In addition to these changes, there have been a number of smaller changes. IPv6 has received some major changes and it can now also run on Token Ring networks. Linux's NAT/masquerading support has been extended to better handle protocols that require multiple connections (H.323, PPTP, etc.) On the Linux-as-a-router front, support for configuring VLANs on Linux has been made no longer "experimental".

Network Filesystems

Overlaid on top of Linux's robust support for network protocols is Linux's equally robust support for network filesystems.
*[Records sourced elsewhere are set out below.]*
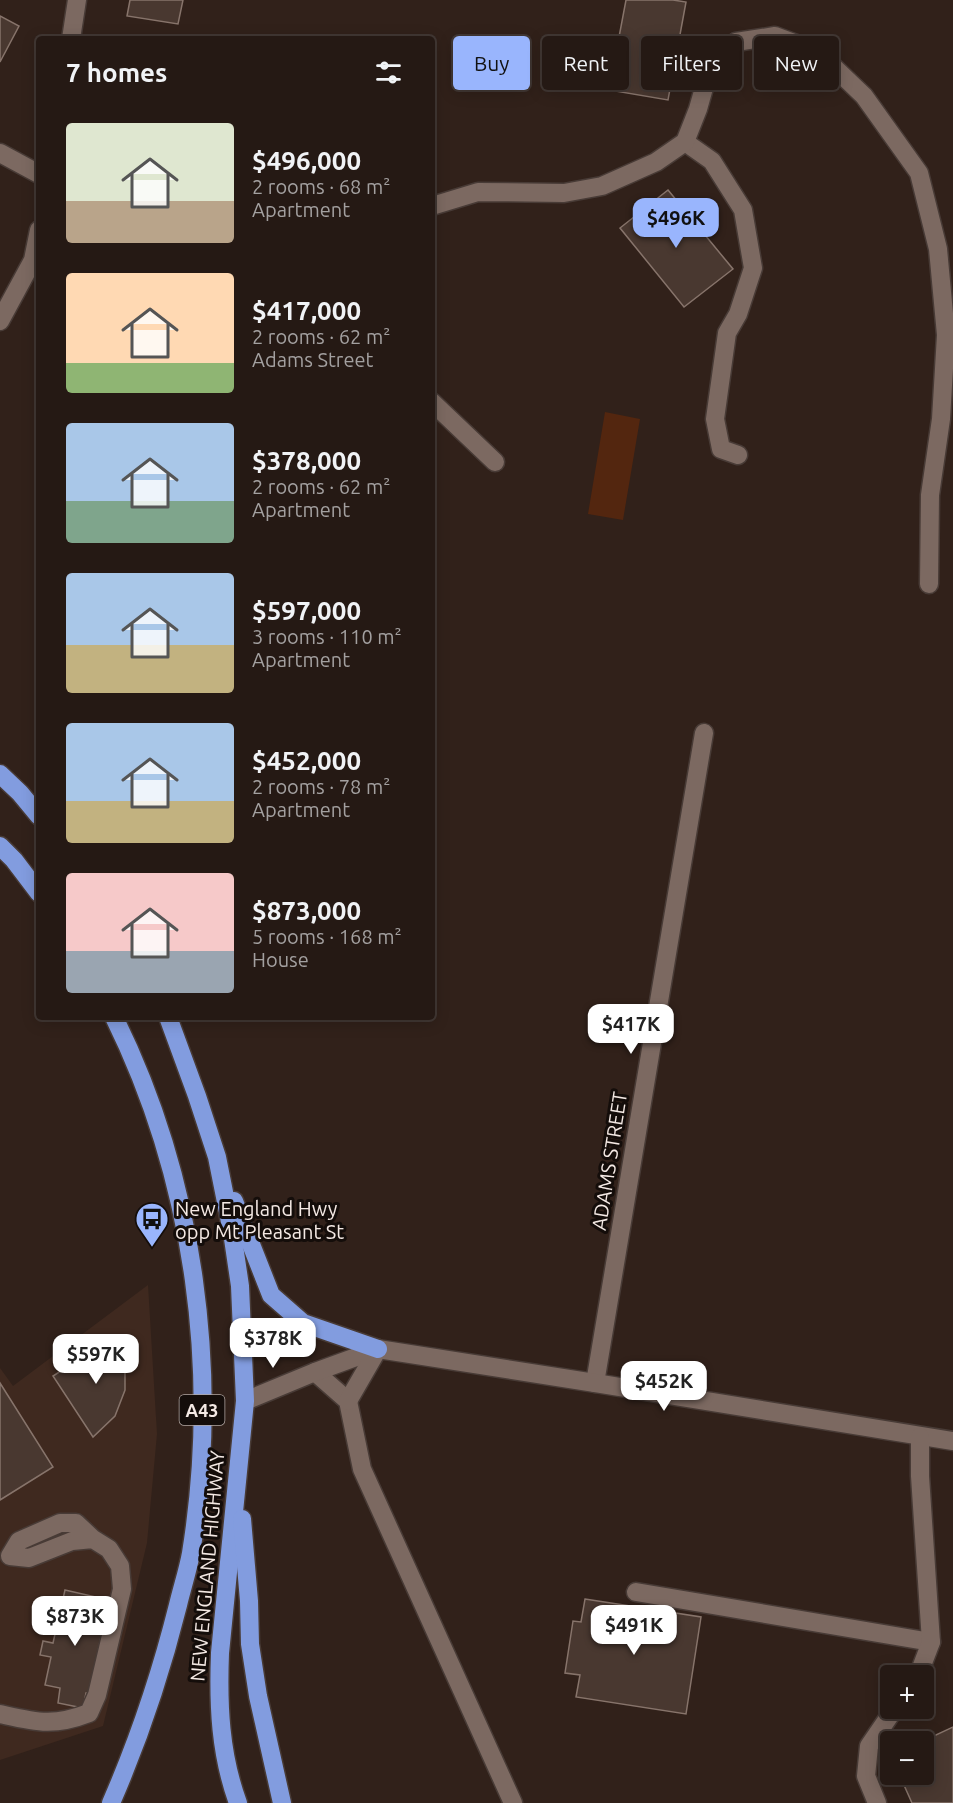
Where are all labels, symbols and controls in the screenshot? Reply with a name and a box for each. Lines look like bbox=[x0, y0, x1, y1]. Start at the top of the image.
chip: Buy bbox=[453, 36, 530, 90]
chip: Rent bbox=[542, 36, 629, 90]
chip: Filters bbox=[641, 36, 742, 90]
chip: New bbox=[754, 36, 839, 90]
icon: filters bbox=[372, 56, 405, 89]
text: 7 homes bbox=[66, 58, 167, 87]
text: $496,000 bbox=[252, 146, 361, 175]
icon: home bbox=[114, 147, 186, 219]
text: 2 rooms · 68 m² bbox=[252, 175, 390, 198]
text: Apartment bbox=[252, 198, 350, 221]
pin: $496K bbox=[634, 198, 718, 249]
text: $496K bbox=[647, 206, 705, 229]
text: $417,000 bbox=[252, 296, 361, 325]
icon: home bbox=[114, 297, 186, 369]
text: 2 rooms · 62 m² bbox=[252, 325, 390, 348]
text: Adams Street bbox=[252, 348, 373, 371]
text: $378,000 bbox=[252, 446, 361, 475]
icon: home bbox=[114, 447, 186, 519]
text: 2 rooms · 62 m² bbox=[252, 475, 390, 498]
text: Apartment bbox=[252, 498, 350, 521]
text: $597,000 bbox=[252, 596, 361, 625]
icon: home bbox=[114, 597, 186, 669]
text: 3 rooms · 110 m² bbox=[252, 625, 402, 648]
text: Apartment bbox=[252, 648, 350, 671]
text: $452,000 bbox=[252, 746, 361, 775]
icon: home bbox=[114, 747, 186, 819]
text: 2 rooms · 78 m² bbox=[252, 775, 390, 798]
text: Apartment bbox=[252, 798, 350, 821]
text: $873,000 bbox=[252, 896, 361, 925]
icon: home bbox=[114, 897, 186, 969]
text: 5 rooms · 168 m² bbox=[252, 925, 402, 948]
text: House bbox=[252, 948, 309, 971]
pin: $417K bbox=[589, 1004, 673, 1055]
text: $417K bbox=[602, 1012, 660, 1035]
street label: ADAMS STREET bbox=[587, 1090, 631, 1232]
place label: New England Hwy opp Mt Pleasant St bbox=[175, 1197, 344, 1243]
bus stop icon: New England Hwy opp Mt Pleasant St bbox=[134, 1201, 170, 1248]
pin: $378K bbox=[231, 1318, 315, 1369]
text: $378K bbox=[244, 1326, 302, 1349]
pin: $597K bbox=[54, 1334, 138, 1385]
text: $597K bbox=[67, 1342, 125, 1365]
pin: $452K bbox=[622, 1361, 706, 1412]
text: $452K bbox=[635, 1369, 693, 1392]
road number: A43 bbox=[180, 1395, 224, 1425]
street label: NEW ENGLAND HIGHWAY bbox=[185, 1449, 229, 1682]
pin: $873K bbox=[33, 1596, 117, 1647]
text: $873K bbox=[46, 1604, 104, 1627]
pin: $491K bbox=[592, 1605, 676, 1656]
text: $491K bbox=[605, 1613, 663, 1636]
map controls bbox=[880, 1665, 934, 1785]
button: + bbox=[880, 1665, 934, 1719]
button: − bbox=[880, 1731, 934, 1785]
Mounting (and sometimes exporting) a network filesystem is one of the very few high-level network operations that the kernel cares about directly. (The most obvious other, the "network block device", did not receive many changes for 2.6 and is generally used in specialized applications where you end up doing something filesystem-like with it anyway.) All other network operations are content to be relegated to user-space and outside the domain of the kernel developers.
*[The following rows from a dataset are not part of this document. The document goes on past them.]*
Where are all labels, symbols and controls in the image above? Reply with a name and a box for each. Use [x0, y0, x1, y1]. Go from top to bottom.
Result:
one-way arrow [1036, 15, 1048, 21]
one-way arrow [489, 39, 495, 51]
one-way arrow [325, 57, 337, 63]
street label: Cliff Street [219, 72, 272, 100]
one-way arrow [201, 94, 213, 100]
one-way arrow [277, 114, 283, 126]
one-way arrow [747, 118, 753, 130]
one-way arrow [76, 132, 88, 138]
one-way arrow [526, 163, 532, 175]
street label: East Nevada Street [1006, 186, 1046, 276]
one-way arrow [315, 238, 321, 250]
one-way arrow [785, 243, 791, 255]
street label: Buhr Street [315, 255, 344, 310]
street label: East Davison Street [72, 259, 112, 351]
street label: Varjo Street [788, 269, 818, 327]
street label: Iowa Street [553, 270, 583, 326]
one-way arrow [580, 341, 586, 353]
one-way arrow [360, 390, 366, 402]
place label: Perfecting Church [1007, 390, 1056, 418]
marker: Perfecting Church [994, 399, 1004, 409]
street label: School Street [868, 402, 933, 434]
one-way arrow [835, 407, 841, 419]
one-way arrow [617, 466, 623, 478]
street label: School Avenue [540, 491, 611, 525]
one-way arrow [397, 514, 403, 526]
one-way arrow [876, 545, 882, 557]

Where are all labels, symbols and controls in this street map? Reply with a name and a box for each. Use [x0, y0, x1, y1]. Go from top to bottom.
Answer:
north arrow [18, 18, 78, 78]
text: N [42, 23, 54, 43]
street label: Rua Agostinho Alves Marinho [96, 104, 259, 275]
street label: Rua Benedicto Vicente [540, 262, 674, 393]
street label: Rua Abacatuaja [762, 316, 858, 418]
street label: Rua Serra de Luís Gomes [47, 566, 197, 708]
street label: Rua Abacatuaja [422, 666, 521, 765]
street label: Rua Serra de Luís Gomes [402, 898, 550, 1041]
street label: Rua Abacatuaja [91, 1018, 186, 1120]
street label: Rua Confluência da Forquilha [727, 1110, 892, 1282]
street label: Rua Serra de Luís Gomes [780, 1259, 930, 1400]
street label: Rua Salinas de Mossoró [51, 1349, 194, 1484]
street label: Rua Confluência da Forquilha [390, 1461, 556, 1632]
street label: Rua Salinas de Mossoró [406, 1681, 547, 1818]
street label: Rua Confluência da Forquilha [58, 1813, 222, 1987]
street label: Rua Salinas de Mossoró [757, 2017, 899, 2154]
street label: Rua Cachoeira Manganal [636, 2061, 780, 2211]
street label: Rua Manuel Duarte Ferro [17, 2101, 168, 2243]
In the Linux and Unix-clone world, the most common of the network filesystems is the aptly named Network File System, or NFS. NFS is a complicated file sharing protocol that has deep roots in Unix (and especially Sun Solaris' excellent implementation). The primary transport protocol can utilize either TCP or UDP, but several additional sub-protocols are also required, each of which also run on top of the separate RPC ("remote procedure call") protocol. These include the separate "mount" protocol for authentication and NLM ("network lock manager") for file locking. (The common implementation is also tied closely to other common RPC-based protocols, including NIS-- "network information service"-- for authentication. NIS and its progeny are not commonly used for authentication on Linux machines due to fundamental insecurities.) It is perhaps because of this complexity that NFS has not been widely adapted as an "Internet" protocol.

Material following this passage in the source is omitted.